ICF syndrome (immunodeficiency, centromeric instability, and facial dysmorphism) is a rare genetic disorder characterized by variable combined immunodeficiency and facial anomalies. The ICF4 subtype, associated with HELLS gene mutations, remains poorly described in the literature. We report an illustrative case highlighting the clinical aspects of this syndrome.

Case Report

The patient, the first child of consanguineous parents (second-degree cousins), was born at 39 weeks with facial dysmorphism and growth retardation. During the neonatal period, a congenital cytomegalovirus (CMV) infection was confirmed by a highly positive urinary PCR without detectable visceral involvement, necessitating a 21-day course of ganciclovir treatment.
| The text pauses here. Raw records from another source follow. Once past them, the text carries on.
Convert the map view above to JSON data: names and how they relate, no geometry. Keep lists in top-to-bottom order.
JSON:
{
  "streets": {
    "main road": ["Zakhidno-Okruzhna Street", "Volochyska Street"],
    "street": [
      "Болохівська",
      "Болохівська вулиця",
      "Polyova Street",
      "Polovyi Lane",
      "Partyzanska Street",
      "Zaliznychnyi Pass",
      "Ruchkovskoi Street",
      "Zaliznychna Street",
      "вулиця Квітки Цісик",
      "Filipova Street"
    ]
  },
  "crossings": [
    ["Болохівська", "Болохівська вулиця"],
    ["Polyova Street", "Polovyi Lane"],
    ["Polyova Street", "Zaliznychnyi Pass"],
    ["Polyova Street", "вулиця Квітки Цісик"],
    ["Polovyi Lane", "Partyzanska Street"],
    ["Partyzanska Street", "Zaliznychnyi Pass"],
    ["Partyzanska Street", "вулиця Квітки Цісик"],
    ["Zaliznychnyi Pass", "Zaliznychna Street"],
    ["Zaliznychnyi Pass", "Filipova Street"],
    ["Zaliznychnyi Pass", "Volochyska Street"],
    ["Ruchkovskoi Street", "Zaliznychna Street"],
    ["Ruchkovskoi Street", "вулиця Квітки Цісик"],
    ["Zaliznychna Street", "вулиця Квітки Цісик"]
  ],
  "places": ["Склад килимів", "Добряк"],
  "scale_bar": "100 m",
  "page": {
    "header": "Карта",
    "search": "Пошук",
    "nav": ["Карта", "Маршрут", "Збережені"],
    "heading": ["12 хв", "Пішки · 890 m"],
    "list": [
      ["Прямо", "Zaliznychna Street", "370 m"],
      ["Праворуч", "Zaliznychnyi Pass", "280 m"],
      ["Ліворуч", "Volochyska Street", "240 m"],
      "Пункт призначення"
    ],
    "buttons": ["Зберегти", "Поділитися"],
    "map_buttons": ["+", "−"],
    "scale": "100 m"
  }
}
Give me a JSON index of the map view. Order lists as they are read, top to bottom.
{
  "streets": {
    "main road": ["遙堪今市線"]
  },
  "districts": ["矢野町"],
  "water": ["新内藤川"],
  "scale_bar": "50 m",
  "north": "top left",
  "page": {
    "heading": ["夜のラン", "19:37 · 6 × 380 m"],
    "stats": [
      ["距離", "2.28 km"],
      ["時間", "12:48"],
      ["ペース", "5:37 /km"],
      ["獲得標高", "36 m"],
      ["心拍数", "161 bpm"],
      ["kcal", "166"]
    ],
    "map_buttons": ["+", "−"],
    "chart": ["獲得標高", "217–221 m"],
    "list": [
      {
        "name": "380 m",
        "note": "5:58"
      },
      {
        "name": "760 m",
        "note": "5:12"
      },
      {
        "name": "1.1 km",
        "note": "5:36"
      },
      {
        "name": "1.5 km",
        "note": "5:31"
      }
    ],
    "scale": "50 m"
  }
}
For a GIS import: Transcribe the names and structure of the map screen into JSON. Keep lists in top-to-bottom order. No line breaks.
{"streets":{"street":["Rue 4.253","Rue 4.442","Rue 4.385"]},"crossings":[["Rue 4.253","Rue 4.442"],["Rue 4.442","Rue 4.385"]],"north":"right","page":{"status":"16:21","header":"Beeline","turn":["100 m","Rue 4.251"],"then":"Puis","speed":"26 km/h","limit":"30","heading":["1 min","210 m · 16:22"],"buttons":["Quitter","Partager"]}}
At 4 months, the patient experienced a gastric perforation, leading to peritonitis caused by a non-groupable Streptococcus, necessitating surgical intervention. The hospitalization was complicated by severe nosocomial infections, including sepsis with secondary pulmonary involvement. At 8 months, he was admitted to the hospital with severe proctitis, chronic mucoid diarrhea, moderate malnutrition, and delayed growth. Laboratory tests revealed hypogammaglobulinemia with low levels of IgG, IgA, and IgM. Then, the child developed hepatosplenomegaly, anicteric cholestasis with hepatic cytolysis, and persistent neutropenia. Immunological assessments indicated a severe atypical, combined immunodeficiency, characterized by reduced levels of CD3, CD4, CD8, NK, and B lymphocytes. The NBT test and CD95 expression were within normal ranges, whereas the lymphoblastic transformation response to tuberculin was weak. Genetic testing revealed the diagnosis of ICF4 syndrome. The patient is on regular immunoglobulin infusion with antibiotic, antifungal, and antiviral prophylaxis, showing good progress, adequate weight gain, and no recurrence of severe infectious episodes.

Conclusion

ICF4 syndrome is a rare immunodeficiency disorder with severe clinical manifestations, often requiring hematopoietic stem cell transplantation (HSCT) as a curative option. Advancing genetic research in rare disorders like ICF4 syndrome will enhance early diagnosis, optimize treatment strategies, and improve long-term prognosis.